Era una mañana de enero, aunque el frío no era especialmente insoportable. Andaba por la calle con las manos en los bolsillos de la chaqueta, abrochada hasta cuello y llevaba una tupida bufanda de lana para que el aire no atravesase la barrera de ropa y llegase a rozar mi piel.
Reinaba un ambiente fantasmal. La niebla cubría todo lo que me rodeaba y sólo me permitía ver a un par de metros por delante de mí. Siempre me ha gustado la niebla, hace que todo sea diferente y le da intriga a un mundo en el que cada día parece igual que el anterior.

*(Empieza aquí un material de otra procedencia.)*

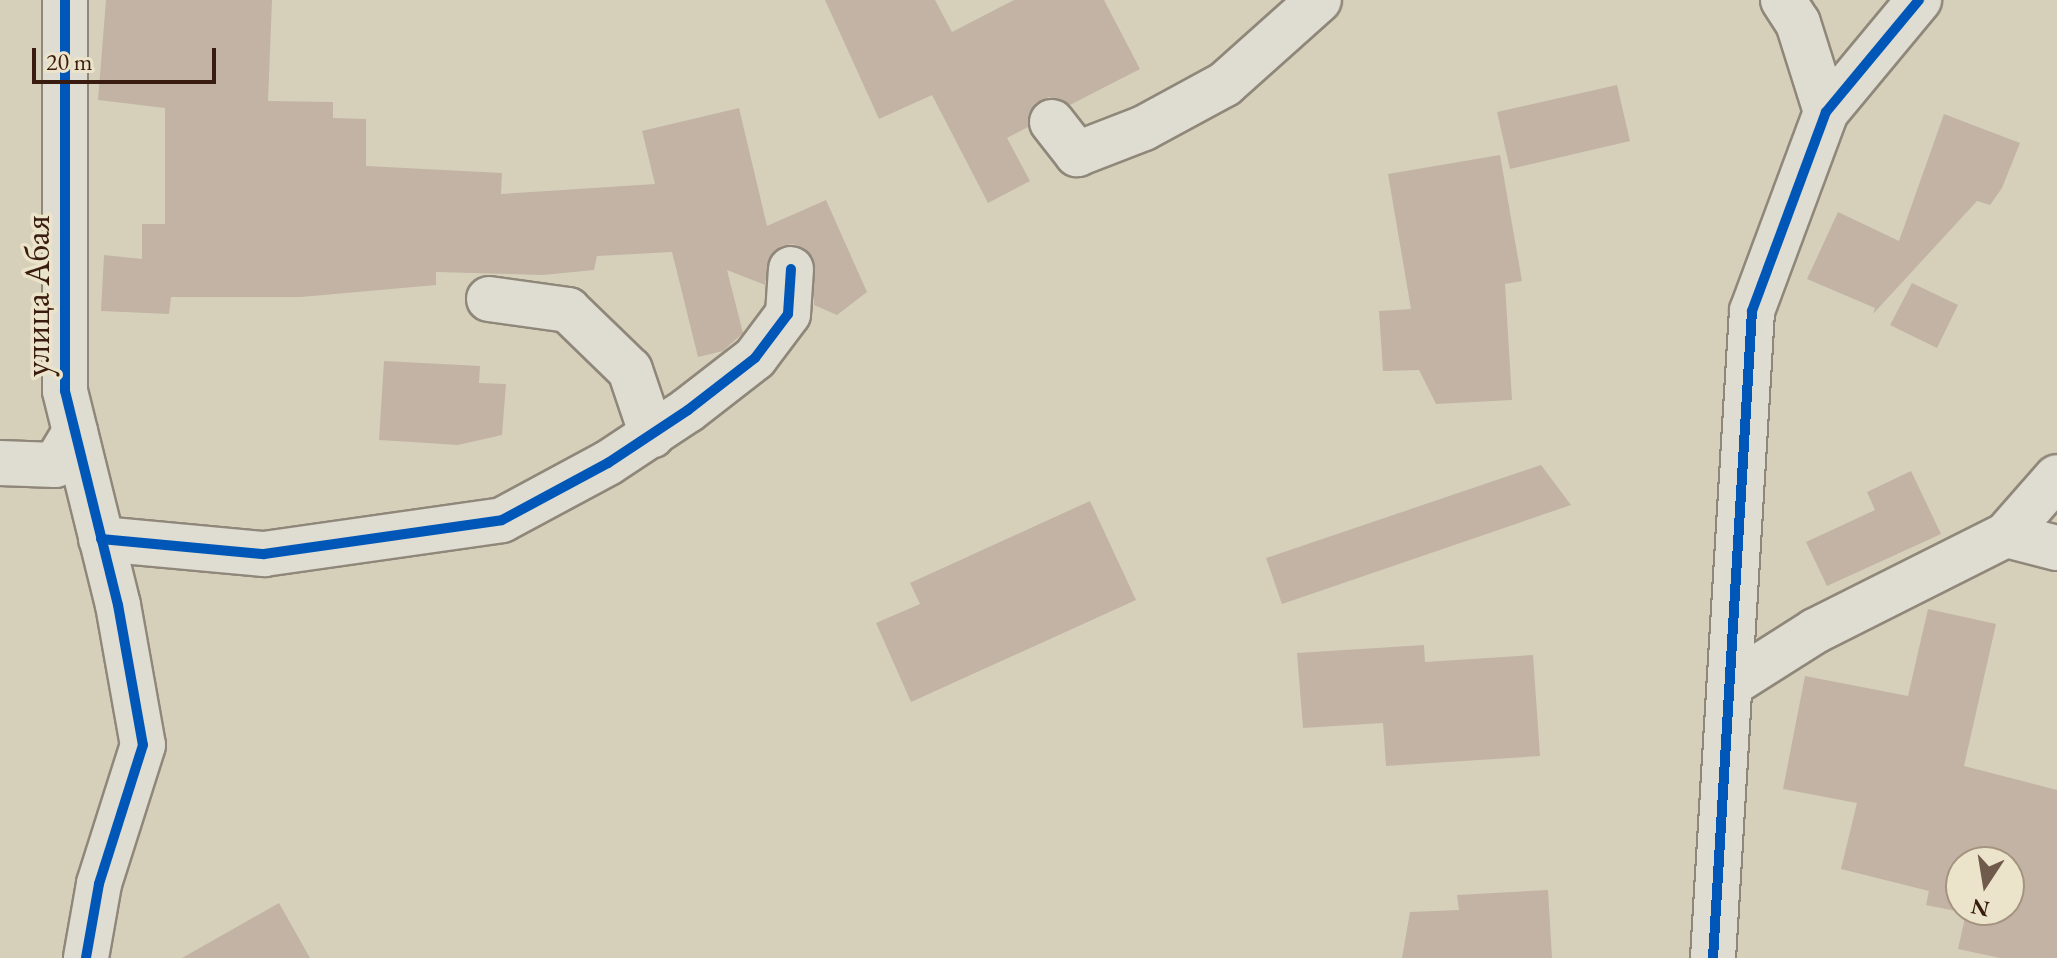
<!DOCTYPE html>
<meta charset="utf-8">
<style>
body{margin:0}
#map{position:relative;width:2057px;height:958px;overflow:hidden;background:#d6d0ba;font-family:"EB Garamond",serif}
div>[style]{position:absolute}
.building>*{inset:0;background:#c2b3a4}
.roads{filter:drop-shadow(2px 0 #8f877a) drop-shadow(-2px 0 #8f877a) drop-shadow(0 2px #8f877a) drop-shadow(0 -2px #8f877a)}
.minor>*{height:44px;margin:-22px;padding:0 22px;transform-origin:22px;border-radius:22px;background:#dfdcd1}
.cycleway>*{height:10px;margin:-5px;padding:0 5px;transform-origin:5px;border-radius:5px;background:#0057b8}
span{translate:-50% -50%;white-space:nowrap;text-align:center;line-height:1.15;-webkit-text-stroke:7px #ece4ca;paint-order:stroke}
.street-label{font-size:36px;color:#391b0f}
.north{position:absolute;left:1945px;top:846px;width:80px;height:80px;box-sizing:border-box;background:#ece4ca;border:2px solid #a4947f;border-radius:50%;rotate:192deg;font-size:22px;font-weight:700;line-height:32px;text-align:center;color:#391b0f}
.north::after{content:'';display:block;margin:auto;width:28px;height:36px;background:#705a4b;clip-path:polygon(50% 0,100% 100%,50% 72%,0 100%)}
.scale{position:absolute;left:32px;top:48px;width:184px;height:36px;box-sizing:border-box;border:4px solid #391b0f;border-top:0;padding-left:10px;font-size:24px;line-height:28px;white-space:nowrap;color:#391b0f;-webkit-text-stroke:6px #ece4ca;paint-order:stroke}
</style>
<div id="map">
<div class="building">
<div style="clip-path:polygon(106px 0,272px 0,268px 101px,333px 102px,333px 118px,366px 119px,366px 166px,502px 173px,501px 194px,655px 184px,642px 131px,739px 108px,767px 226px,826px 200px,867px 292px,837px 315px,814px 305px,813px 257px,804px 248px,793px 244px,781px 246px,770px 256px,765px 285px,727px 270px,743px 333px,723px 351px,698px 357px,672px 252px,597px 256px,594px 270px,543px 275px,436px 272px,436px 285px,301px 297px,171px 297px,169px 314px,101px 311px,104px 255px,142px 259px,142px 224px,165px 224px,165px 108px,98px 100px)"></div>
<div style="clip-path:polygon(825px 0,935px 0,952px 32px,1014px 0,1104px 0,1140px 69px,1070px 105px,1049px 97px,1036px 103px,1029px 113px,1028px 127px,1007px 138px,1030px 181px,988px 203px,932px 95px,879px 119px)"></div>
<div style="clip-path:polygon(1617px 85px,1630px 141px,1510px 169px,1497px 112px)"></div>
<div style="clip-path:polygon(1944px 114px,2020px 143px,2002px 188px,1990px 205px,1977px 201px,1873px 314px,1875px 308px,1807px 279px,1838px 212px,1899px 241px)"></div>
<div style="clip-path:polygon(1500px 155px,1522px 281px,1505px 284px,1512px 400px,1436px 404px,1419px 370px,1383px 371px,1379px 311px,1411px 309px,1388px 174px)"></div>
<div style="clip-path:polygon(1912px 283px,1958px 305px,1937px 348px,1890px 325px)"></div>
<div style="clip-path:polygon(384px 361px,480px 366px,479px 383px,506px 384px,502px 435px,458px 445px,379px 440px)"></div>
<div style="clip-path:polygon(1541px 465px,1571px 505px,1282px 604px,1266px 558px)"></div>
<div style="clip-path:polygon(1911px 471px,1941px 534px,1827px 586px,1806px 542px,1875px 510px,1867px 492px)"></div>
<div style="clip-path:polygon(1090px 501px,1136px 600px,911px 702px,876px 623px,920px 604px,910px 583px)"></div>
<div style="clip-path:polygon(evenodd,1928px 609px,1996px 624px,1964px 766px,2057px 790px,2057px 958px,2000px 958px,1958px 949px,1966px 913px,1926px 905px,1929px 891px,1841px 869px,1857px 803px,1783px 789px,1805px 676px,1908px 696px,1928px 609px,1961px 862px,2009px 862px,2009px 910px,1961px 910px,1961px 862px)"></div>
<div style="clip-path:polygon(1424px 645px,1425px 662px,1533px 655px,1540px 756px,1386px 766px,1383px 723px,1303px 728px,1297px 653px)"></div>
<div style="clip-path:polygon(1548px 890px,1552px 958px,1402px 958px,1410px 912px,1459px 910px,1457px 895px)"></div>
<div style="clip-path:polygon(279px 903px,310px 958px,182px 958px)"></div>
</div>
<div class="roads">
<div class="minor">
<div style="left:65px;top:0;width:391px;rotate:90deg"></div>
<div style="left:65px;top:391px;width:220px;rotate:76.1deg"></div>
<div style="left:118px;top:605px;width:142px;rotate:79.9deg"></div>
<div style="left:143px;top:745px;width:146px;rotate:107.6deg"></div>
<div style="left:99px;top:884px;width:75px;rotate:100deg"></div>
<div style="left:1783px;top:0;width:27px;rotate:57deg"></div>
<div style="left:1798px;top:23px;width:93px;rotate:72.5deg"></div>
<div style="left:1052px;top:122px;width:41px;rotate:52deg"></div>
<div style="left:1077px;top:154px;width:72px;rotate:-21.2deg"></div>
<div style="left:1144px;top:128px;width:92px;rotate:-28.5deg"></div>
<div style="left:1225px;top:84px;width:126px;rotate:-41.8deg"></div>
<div style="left:489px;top:299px;width:80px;rotate:7.9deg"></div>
<div style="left:568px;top:310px;width:86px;rotate:44.1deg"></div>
<div style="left:630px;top:370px;width:69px;rotate:71.3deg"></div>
<div style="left:0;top:463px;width:55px;rotate:2.1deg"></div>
<div style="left:55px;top:465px;width:39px;rotate:-59deg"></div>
<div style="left:2006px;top:535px;width:77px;rotate:-48.7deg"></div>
<div style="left:101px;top:539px;width:164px;rotate:5.3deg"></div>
<div style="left:264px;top:554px;width:240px;rotate:-8.1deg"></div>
<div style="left:502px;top:520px;width:120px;rotate:-28.3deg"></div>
<div style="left:608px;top:463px;width:96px;rotate:-33.5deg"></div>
<div style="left:688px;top:410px;width:85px;rotate:-37.8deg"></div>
<div style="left:755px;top:358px;width:55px;rotate:-53.1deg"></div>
<div style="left:788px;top:314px;width:45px;rotate:-86.2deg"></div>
<div style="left:1730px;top:685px;width:101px;rotate:-32.4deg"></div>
<div style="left:1815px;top:631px;width:214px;rotate:-26.7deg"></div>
<div style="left:2006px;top:535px;width:53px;rotate:14.3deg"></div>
<div style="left:1713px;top:958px;width:648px;rotate:-86.55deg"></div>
<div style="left:1752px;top:311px;width:212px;rotate:-69.6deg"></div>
<div style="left:1826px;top:112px;width:146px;rotate:-50.3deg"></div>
</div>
</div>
<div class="cycleway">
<div style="left:65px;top:0;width:391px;rotate:90deg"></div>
<div style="left:65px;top:391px;width:220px;rotate:76.1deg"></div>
<div style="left:118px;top:605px;width:142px;rotate:79.9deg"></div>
<div style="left:143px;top:745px;width:146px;rotate:107.6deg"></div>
<div style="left:99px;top:884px;width:75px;rotate:100deg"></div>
<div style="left:101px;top:539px;width:164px;rotate:5.3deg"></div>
<div style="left:264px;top:554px;width:240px;rotate:-8.1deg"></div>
<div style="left:502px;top:520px;width:120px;rotate:-28.3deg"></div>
<div style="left:608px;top:463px;width:96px;rotate:-33.5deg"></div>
<div style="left:688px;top:410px;width:85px;rotate:-37.8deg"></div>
<div style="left:755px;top:358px;width:55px;rotate:-53.1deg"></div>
<div style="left:788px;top:314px;width:45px;rotate:-86.2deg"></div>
<div style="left:1713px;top:958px;width:648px;rotate:-86.55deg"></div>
<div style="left:1752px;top:311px;width:212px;rotate:-69.6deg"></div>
<div style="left:1826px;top:112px;width:146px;rotate:-50.3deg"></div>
</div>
<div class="street-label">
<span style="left:37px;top:296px;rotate:-90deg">улица Абая</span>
</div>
<div class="north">N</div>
<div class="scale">20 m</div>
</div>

Pero mi mente ya no estaba en este mundo. Perdida entre pensamientos, me imaginaba todo lo que podía aparecer al otro lado de la bruma. Me encanta ver los edicios altos sobrepasar las nubes. Parecen castillos encantados de la época moderna. ¿Y si todo fuese como en los cuentos de hadas?
Por otro lado, la bruma hace que no veas lo que te rodea. Todo aquello que vemos día tras día se convierte de repente en una sorpresa al aparecer. Siempre he querido bailar entre las nubes pensando que nadie me vería. Que todos mis miedos e inseguridades serían invisibles a ojos de los demás.
Ensimismada como estaba, no me di cuenta de que había empezado a cruzar la calle. Lo único que sentí fue un fuerte golpe primero y la caída al suelo después.
Lo siguiente que recuerdo es el esfuerzo sobrehumano que tuve que hacer para levantar mis párpados que, poco a poco, dejaban entrar en mis pupilas una luz blanca y cegadora. Todo lo que veía era blanco. Estaba en una habitación de cuatro paredes completamente uniformes, sin una mancha, un mueble o un cuadro. Lo único que había era una ventana y una puerta. Al otro lado de la ventana, niebla, blanca y espesa hasta el punto de ni siquiera poder reconocer dónde estaba; la puerta, cerrada.
Palpé mi cuerpo, llevaba un pijama de hospital. Me incorporé súbitamente y miré a mi alrededor preocupada. No había nada; ni gotero, ni máquinas, ni siquiera un sillón. Me miré a mi misma, no notaba nada fuera de lo normal. Me sentí un poco mareada y volví a tumbarme. Empecé a pensar, no recordaba cómo había llegado allí, ni por qué. Me dolía la cabeza.
Al cabo de unos minutos entró un hombre en la habitación. Su rostro me resultaba familiar pero no le reconocía. Me saludó con la mano y una ligera sonrisa.
- ¿Cómo te encuentras?
- Creo que bien, pero estoy un poco desorientada. ¿Te conozco? Tu cara me resulta familiar, pero no sé quién eres.